Saturday, April 21, 2012

Earth Day Meditations

Wine is the consummation of human nature-love. People care so passionately about the quality of the fruit produced to make the wine that the care we take of the vines is unsurpassed in its attentiveness and devotion. In wine, the whole concept of terroir communicates how winegrowing encourages humans to be attuned to the Earth, the systems at work and the interconnectedness of it all. How often do you think about how the climactic conditions your banana withstood affected its flavor(s)? We care more now as a collective society than we did in the recent past about where things come from and how they came to be, but we’re probably not quite there yet in terms of thinking holistically about all of our choices. Anyway, terroir is more than just the soil, the microclimate and the location. It is the mark made by all the aspects of the Earth around that vine. Think: the ‘nurture’ influence on humans in the nature/nurture duality. No two wines will ever be the same and what's more fun than discovering the subtle differences with your palate?

In Rutherford our soil is full of sandy loam. Blocks farther from the Napa River at the back edge of our property produce the most concentrated fruit, as they have to burrow deeper to find a water source.  The little section of vine which grows under the shadow of the Eucalyptus tree behind the winery takes a bit more time to ripen than the rest. The south facing vines ripen more quickly than the north facing vines. There are an infinite variety of observations to make. And again, one discovers these facts through one’s senses. Tasting the grapes and paying attention. Wine is an ode to the human capacity to smell, to taste, to feel, to see, to discover and to enjoy.

I grew up in a society that spends more of childhood in a classroom learning about nature from a book than discovering it at the source itself.  Maybe that’s why being in nature is so precious to me. I experienced its majesty for the first time in early adulthood. It’s been captivating, wondrous and new every time ever since.

I write to you now with my belly in the dirt, splayed out in the middle of the vines, listening to the birds chirp, watching the grasses and the just-sprouted leaves on the vines move in tandem as the wind whispers through them. A spider scurries across my notebook; ants scuttle over tiny clumps of dirt and teeny rocks and miniature sticks along an unknowable but evidently determined path to fulfill their purpose. Contemplating our own ‘purpose’ can feel like an inscrutable burden of our elite human consciousness, but for me, being in nature makes me feel closer to it- whatever it is. The ‘purpose’ of being alive. And it feels almost simple. When the birds sing and perch on the vines and flutter around each other in instinctual patterns, and the wind blows warm, dry air through my hair and across my face, and when as far as the eye can see, plants move like jazz music in the infinite patterns created by the wind. I feel still and at peace. The American conception of what is happiness is a confusing one at times, but nature is always there to remind us of what is real.
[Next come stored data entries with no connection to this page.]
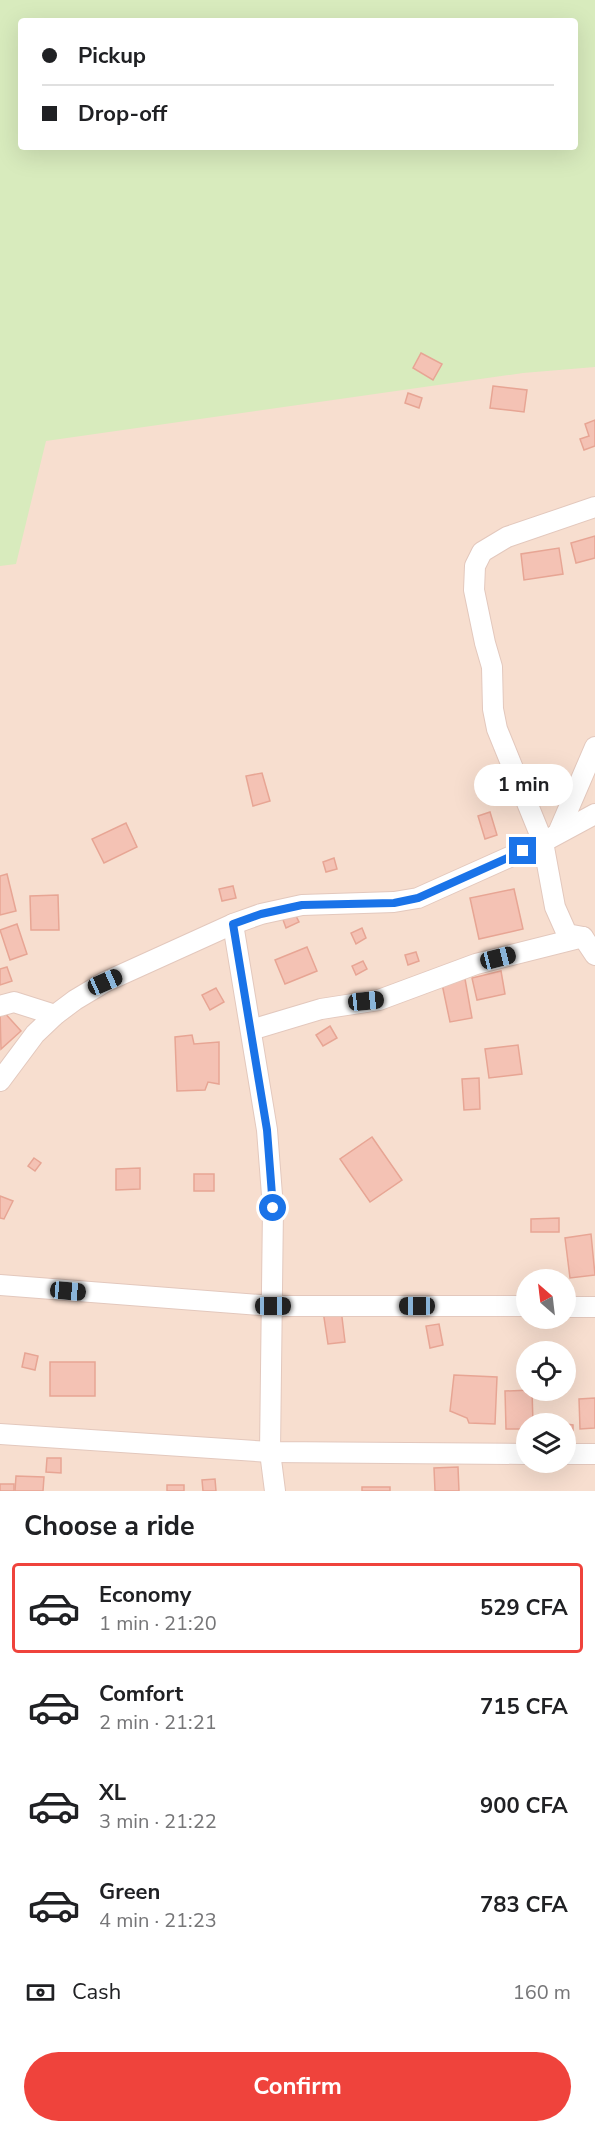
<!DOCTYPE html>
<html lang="en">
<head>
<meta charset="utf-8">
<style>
  body { margin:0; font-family:"Nunito Sans",sans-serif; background:#f6f6f6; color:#202124; height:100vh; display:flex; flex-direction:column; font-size:22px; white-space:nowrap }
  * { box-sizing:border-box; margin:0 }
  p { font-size:20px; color:#757577 }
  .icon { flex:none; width:33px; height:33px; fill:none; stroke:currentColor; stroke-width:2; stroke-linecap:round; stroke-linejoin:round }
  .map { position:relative; height:1491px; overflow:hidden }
  .details { display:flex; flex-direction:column; background:#fff; flex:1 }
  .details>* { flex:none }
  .banner { position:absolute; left:18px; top:18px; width:560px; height:132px; border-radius:6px; box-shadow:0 6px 24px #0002; display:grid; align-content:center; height:132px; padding:0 24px; background:#fff }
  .needle { width:39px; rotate:332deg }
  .controls { position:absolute; left:516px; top:1269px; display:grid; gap:12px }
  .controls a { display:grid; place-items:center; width:60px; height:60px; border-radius:50%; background:#fff; box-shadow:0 6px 24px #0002; font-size:30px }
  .end { position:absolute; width:27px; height:27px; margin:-14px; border:8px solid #1a73e8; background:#fff; box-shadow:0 0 0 3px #fff }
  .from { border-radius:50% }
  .bubble { position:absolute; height:42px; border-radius:21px; background:#fff; box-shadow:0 6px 24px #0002; font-size:20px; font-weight:700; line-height:42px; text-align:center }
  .car { position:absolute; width:18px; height:36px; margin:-18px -9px; border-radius:8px; box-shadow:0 0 4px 2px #0007; background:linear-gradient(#222 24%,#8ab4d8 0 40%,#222 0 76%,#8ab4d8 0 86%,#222 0) }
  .banner b { display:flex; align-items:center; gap:21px; height:57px; font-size:22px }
  .banner b+b { border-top:2px solid #e0e0e0 }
  .banner i { width:15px; height:15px; background:#202124 }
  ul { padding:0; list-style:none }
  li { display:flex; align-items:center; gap:18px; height:90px; margin:0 12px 9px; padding:0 12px; border:3px solid transparent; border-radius:6px }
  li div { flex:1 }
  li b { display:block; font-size:22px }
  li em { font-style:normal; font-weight:700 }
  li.on { border-color:#ef433c }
  li>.icon { width:54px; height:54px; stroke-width:1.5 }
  h2 { padding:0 24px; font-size:27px; line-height:72px }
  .pay { display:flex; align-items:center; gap:15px; height:66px; padding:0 24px; font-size:22px }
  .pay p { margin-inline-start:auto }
  .action { display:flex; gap:12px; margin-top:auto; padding:12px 24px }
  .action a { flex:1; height:69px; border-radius:36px; background:#ef433c; color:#fff; font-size:24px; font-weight:700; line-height:69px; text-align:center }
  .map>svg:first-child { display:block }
  .residential { fill:#f7decf; fill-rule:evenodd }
  .green { fill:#d8ebbd; fill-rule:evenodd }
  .building { fill:#f4c2b4; stroke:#e7a594; stroke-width:1.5 }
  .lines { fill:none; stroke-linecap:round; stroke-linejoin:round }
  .minor-casing { stroke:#e3c8bd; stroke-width:22 }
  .minor { stroke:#fff; stroke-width:20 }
  .route { stroke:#1a73e8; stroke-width:8 }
</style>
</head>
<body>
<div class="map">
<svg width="595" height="1491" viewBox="0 0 595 1491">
  <rect width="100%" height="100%" fill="#fdecde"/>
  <path class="residential" d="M0,0H595V1491H0ZM21,21H574V147H21ZM526,1280H566V1318H526ZM526,1352H566V1390H526ZM526,1424H566V1462H526Z"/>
  <path class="green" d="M0,0H595V367L523,373L46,441L16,564L0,566ZM21,21H574V147H21Z"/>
  <g class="building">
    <path d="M421,353L442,364L433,380L413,368Z"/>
    <path d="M493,386L527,390L524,412L490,408Z"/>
    <path d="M408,393L422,398L419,408L405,403Z"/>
    <path d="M595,420V446L584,450L580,439L589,436L585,424Z"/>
    <path d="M595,536V558L576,563L571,543Z"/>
    <path d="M559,548L563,574L524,580L521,554Z"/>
    <path d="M262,773L270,801L253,806L246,776Z"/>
    <path d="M490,812L497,835L485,839L478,816Z"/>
    <path d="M126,823L137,847L104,863L92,839Z"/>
    <path d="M334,858L337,869L326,872L323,862Z"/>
    <path d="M7,874L16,911L0,915V876Z"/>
    <path d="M233,886L236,898L222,901L219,889Z"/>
    <path d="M514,889L523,929L479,939L470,898Z"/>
    <path d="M58,895L59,930H31L30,896Z"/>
    <path d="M294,912L299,922L286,928L282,917Z"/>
    <path d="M17,924L27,954L10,960L0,930Z"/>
    <path d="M362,928L366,938L356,944L351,933Z"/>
    <path d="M307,947L317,971L285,984L275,960Z"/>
    <path d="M416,952L419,961L408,965L405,955Z"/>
    <path d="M363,961L367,969L356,975L352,966Z"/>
    <path d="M7,967L12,981L0,985V969Z"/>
    <path d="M501,971L505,994L477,1000L472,978Z"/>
    <path d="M465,979L472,1018L450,1022L442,984Z"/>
    <path d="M216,988L224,1002L210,1010L202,995Z"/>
    <path d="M2,1010L21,1031L1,1049L0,1011Z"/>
    <path d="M330,1026L337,1038L323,1046L316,1035Z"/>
    <path d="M192,1035L194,1044L219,1042V1084L208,1082L205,1090L177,1091L175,1037Z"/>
    <path d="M518,1045L522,1074L489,1078L485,1049Z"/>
    <path d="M479,1078L480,1109L464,1110L462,1079Z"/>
    <path d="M372,1137L402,1180L370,1202L340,1159Z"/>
    <path d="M34,1158L41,1163L35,1171L28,1166Z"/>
    <path d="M140,1168V1189L116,1190V1169Z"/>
    <rect x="194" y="1174" width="20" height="17"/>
    <path d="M0,1196L13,1201L4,1219L0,1218Z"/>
    <path d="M559,1218V1232H531V1219Z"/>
    <path d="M591,1234L595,1275L570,1278L565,1238Z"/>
    <path d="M341,1309L345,1342L328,1344L323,1311Z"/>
    <path d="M439,1324L443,1345L430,1348L426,1326Z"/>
    <path d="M25,1353L38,1356L35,1370L22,1367Z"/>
    <rect x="50" y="1362" width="45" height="34"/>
    <path d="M454,1375L497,1377L495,1424L469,1423L467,1418L450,1411Z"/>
    <path d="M532,1390L533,1424H526V1429H506L505,1391Z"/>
    <path d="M595,1398V1428L580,1429L579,1399Z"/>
    <path d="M566,1424L573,1425V1443L566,1442Z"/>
    <path d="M47,1458H61V1473L46,1472Z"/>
    <path d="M458,1467L459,1491H435L434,1468Z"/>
    <path d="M16,1476L44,1477L43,1491H15Z"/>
    <path d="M215,1479L216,1491H203L202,1480Z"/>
    <rect x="0" y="1484" width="14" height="7"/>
    <rect x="167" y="1485" width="17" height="6"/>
    <rect x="362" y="1487" width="28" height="4"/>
  </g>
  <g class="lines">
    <g class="minor-casing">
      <g id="minor">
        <path d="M595,507L507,537L482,552L475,566L474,590L485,643L492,667L493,709L497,729L543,842L555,907L567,934L583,937L595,955"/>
        <path d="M558,833L595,747"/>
        <path d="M233,924L267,1130L273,1208L270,1452L275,1491"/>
        <path d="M0,1006L14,1002L55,1015"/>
        <path d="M251,1030L321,1009L379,1000L476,964L583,937"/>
        <path d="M0,1081L35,1034L55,1015L75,1000L105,982L233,924L261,914L302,905L394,902L418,898L543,842L595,814"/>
        <path d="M0,1285L273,1306H526"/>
        <path d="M566,1307H595"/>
        <path d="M0,1434L270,1452L526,1454"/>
        <path d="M566,1454H595"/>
      </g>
    </g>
    <use href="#minor" class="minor"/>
  </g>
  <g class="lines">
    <path class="route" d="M273,1208L267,1130L233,924L261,914L302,905L394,903L418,898L523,851"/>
  </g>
</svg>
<div class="controls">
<a><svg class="needle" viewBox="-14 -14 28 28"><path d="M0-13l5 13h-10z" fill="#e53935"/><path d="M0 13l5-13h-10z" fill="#757577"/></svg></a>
<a><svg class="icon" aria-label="locate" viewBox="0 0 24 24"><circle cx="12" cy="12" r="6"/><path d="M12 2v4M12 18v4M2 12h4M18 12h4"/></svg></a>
<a><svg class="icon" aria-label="layers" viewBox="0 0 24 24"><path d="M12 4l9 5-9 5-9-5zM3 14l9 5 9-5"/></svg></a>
</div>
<i class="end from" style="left:273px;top:1208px"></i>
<i class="end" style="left:523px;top:851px"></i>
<div class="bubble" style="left:474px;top:764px;width:99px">1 min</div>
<i class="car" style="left:498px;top:958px;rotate:76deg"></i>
<i class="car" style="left:105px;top:982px;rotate:66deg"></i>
<i class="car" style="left:366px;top:1001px;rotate:84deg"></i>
<i class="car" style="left:68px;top:1291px;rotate:95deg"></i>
<i class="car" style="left:273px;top:1306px;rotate:90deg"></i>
<i class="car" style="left:417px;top:1306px;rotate:270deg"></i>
<div class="banner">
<b><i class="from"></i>Pickup</b>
<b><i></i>Drop-off</b>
</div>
</div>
<section class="details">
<h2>Choose a ride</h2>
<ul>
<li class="on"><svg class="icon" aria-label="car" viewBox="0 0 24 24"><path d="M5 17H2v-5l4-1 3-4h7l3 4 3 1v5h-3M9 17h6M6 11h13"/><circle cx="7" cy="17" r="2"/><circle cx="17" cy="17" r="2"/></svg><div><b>Economy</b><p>1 min · 21:20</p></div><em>529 CFA</em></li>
<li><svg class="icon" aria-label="car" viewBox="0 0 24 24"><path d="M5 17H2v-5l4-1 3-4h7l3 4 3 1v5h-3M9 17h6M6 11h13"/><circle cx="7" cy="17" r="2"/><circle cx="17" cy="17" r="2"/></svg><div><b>Comfort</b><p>2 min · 21:21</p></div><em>715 CFA</em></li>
<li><svg class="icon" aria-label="car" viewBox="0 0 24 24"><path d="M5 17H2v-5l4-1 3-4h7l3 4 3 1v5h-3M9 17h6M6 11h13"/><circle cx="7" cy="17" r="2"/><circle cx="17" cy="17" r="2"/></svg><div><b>XL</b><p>3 min · 21:22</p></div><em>900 CFA</em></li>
<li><svg class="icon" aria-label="car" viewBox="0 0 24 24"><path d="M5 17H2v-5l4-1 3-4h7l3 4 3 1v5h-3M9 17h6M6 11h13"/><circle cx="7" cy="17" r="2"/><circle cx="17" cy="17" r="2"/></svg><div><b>Green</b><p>4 min · 21:23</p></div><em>783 CFA</em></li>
</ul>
<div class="pay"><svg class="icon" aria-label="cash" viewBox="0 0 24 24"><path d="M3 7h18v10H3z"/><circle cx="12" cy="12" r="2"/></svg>Cash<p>160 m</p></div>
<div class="action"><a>Confirm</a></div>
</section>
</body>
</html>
Perhaps the fact is simply that we exist.

In gratitude, I pledge to be better about using my travel coffee mug (did you know these are called ‘tumblers’?) rather than turning a blind eye to the number of to-go cups I rack up in one week. And I plan to fight against the New Year’s Resolution Syndrome and actually still be in the habit of using said tumbler a few months down the road. Check in with me.

Peju farms certified organically in Rutherford and sustainably elsewhere with CCOF certification on the horizon, has 10,000 square feet of solar panels contributing 36% of our annual energy, composts, recycles, offers incentives to employees to buy hybrid cars, and is generally committed to continually converting our daily practices to always improve on our sustainability. We started using biodegradable flatware when silverware is not a viable option this year. Every little bit really does count. What will you do differently? Starting TODAY!

I'm back at the computer now, but it was nice to take a moment with the Earth to honor her on her  special day. It’s a pretty rich sense of belonging to feel once you tap in to the fact that you are very much a part of this Earth and a part of the whole system and that we are all in this together.

Watched a beautiful movie recently which communicated this visually. ‘Life in a Day.’ Directed by Kevin Macdonald. Produced by Ridley Scott. Distributed by National Geographic Films. Made from 4,500 hours of footage submitted in 80,000 submissions from 192 nations. Watch it.

Thank you, Earth and Nature.
Thank you, Life!

Now go outside and enjoy being alive!